Exercise details:
Only lines holding the word "index" are wanted from the records; copy all of them.

Recorded information:

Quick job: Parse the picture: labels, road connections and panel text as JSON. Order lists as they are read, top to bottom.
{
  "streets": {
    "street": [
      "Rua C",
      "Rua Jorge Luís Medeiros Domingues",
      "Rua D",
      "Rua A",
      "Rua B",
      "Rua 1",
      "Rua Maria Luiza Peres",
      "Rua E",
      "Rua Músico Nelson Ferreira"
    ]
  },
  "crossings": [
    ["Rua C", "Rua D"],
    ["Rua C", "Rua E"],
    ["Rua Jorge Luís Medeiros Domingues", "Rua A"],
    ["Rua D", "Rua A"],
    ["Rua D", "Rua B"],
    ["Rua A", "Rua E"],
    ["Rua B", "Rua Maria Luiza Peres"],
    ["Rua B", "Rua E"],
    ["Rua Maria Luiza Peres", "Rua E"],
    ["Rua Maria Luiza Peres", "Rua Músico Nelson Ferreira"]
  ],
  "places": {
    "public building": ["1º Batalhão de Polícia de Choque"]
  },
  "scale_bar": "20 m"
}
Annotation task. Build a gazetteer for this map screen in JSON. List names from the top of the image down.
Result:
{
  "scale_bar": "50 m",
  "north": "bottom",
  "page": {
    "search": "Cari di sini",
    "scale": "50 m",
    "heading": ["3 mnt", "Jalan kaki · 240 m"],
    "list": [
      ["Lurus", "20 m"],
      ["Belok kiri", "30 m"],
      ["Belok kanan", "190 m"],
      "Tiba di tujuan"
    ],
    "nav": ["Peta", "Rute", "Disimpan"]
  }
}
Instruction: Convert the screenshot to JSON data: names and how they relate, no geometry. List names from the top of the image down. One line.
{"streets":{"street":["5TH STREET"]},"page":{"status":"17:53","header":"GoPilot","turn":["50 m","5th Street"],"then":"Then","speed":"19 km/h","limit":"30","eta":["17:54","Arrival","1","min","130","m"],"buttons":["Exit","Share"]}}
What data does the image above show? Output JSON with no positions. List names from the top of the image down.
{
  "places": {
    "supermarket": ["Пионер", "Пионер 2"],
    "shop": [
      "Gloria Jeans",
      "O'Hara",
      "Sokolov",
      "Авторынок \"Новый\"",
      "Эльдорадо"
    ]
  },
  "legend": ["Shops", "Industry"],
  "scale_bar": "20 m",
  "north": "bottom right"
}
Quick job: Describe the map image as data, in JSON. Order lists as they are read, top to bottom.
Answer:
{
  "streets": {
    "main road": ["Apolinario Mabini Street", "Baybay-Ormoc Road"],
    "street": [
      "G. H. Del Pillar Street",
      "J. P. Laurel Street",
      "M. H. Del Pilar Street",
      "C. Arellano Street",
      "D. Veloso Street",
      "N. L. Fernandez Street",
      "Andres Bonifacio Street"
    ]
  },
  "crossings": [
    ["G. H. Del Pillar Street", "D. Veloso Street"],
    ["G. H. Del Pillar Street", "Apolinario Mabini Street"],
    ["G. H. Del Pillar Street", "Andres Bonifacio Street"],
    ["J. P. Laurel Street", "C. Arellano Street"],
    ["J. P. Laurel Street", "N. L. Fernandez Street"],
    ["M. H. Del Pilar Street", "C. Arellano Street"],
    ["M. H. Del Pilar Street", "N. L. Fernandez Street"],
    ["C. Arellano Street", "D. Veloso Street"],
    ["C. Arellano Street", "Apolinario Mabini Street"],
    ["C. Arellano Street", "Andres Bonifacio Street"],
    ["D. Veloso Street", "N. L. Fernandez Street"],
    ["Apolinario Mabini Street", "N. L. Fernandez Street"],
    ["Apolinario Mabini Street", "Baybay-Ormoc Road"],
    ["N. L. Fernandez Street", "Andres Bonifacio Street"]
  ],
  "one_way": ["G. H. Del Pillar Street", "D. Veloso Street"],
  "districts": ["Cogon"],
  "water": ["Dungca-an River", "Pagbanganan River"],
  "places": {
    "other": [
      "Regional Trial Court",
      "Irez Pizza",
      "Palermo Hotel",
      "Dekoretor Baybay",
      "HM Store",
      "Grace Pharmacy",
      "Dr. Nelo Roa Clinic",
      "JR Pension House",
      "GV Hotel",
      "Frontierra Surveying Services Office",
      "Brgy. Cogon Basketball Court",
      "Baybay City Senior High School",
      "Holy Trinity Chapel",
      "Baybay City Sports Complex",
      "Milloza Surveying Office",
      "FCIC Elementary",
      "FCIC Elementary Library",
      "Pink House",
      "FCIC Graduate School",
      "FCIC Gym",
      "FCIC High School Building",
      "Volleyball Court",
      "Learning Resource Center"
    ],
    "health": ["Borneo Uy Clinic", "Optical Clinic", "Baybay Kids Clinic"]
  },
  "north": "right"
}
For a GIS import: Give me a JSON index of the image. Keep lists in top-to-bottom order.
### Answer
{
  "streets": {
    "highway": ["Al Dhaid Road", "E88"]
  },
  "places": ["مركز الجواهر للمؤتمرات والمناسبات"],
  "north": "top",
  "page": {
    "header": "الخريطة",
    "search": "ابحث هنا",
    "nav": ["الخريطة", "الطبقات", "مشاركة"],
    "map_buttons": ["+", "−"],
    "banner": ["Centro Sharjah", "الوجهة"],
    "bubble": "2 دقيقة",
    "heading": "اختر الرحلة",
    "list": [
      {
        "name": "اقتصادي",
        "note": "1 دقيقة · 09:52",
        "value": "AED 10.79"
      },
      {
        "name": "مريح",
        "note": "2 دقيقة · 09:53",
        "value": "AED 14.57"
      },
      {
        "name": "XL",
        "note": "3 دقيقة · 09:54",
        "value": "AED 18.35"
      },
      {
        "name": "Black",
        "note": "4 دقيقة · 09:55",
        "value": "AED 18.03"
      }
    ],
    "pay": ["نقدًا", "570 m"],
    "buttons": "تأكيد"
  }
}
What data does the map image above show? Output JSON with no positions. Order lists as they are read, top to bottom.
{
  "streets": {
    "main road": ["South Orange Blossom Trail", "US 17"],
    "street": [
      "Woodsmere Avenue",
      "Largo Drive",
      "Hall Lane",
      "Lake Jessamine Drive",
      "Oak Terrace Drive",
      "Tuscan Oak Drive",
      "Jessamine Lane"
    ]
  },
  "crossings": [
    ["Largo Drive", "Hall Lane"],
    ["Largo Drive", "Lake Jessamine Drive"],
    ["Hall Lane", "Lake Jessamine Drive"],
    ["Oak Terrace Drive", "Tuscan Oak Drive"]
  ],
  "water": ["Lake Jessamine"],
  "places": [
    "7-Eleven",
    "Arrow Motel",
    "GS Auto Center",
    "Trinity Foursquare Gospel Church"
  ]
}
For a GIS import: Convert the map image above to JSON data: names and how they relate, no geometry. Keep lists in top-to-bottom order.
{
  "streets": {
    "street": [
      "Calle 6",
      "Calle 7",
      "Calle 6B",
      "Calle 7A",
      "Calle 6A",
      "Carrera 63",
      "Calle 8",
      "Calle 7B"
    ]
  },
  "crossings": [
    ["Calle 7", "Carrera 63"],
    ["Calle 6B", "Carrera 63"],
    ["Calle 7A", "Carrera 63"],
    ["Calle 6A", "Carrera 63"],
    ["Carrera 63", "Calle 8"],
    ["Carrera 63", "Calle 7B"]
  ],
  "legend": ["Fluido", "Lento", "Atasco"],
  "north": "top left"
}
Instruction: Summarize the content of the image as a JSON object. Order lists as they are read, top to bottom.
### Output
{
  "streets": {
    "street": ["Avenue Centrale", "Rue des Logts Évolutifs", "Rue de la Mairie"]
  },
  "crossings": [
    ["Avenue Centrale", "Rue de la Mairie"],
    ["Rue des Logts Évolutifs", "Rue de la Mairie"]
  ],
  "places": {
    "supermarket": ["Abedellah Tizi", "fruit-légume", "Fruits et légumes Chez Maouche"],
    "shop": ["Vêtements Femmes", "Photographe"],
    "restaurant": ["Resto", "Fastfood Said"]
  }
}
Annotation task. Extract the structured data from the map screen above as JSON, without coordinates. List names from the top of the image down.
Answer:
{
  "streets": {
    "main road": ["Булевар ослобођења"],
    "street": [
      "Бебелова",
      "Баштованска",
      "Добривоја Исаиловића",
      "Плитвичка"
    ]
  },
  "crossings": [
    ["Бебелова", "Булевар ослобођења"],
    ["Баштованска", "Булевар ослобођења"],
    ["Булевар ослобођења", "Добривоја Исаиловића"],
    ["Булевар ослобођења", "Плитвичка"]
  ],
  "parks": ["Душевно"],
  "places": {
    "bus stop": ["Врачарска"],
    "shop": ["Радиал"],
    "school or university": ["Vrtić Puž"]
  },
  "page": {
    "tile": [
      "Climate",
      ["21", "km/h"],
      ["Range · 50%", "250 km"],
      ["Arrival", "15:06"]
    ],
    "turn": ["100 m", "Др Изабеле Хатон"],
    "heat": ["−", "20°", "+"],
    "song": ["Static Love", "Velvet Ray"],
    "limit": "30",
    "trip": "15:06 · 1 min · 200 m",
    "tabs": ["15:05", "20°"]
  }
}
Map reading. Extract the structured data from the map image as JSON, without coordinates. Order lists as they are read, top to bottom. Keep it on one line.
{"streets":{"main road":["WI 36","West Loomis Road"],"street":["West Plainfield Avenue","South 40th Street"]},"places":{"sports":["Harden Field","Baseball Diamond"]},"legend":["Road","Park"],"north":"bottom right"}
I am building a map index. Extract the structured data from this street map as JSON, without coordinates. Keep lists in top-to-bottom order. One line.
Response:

Response to the exercise:
For a GIS import: Give me a JSON index of the image. Keep lists in top-to-bottom order.
I am building a map index. Extract the structured data from this street map as JSON, without coordinates. Keep lists in top-to-bottom order. One line.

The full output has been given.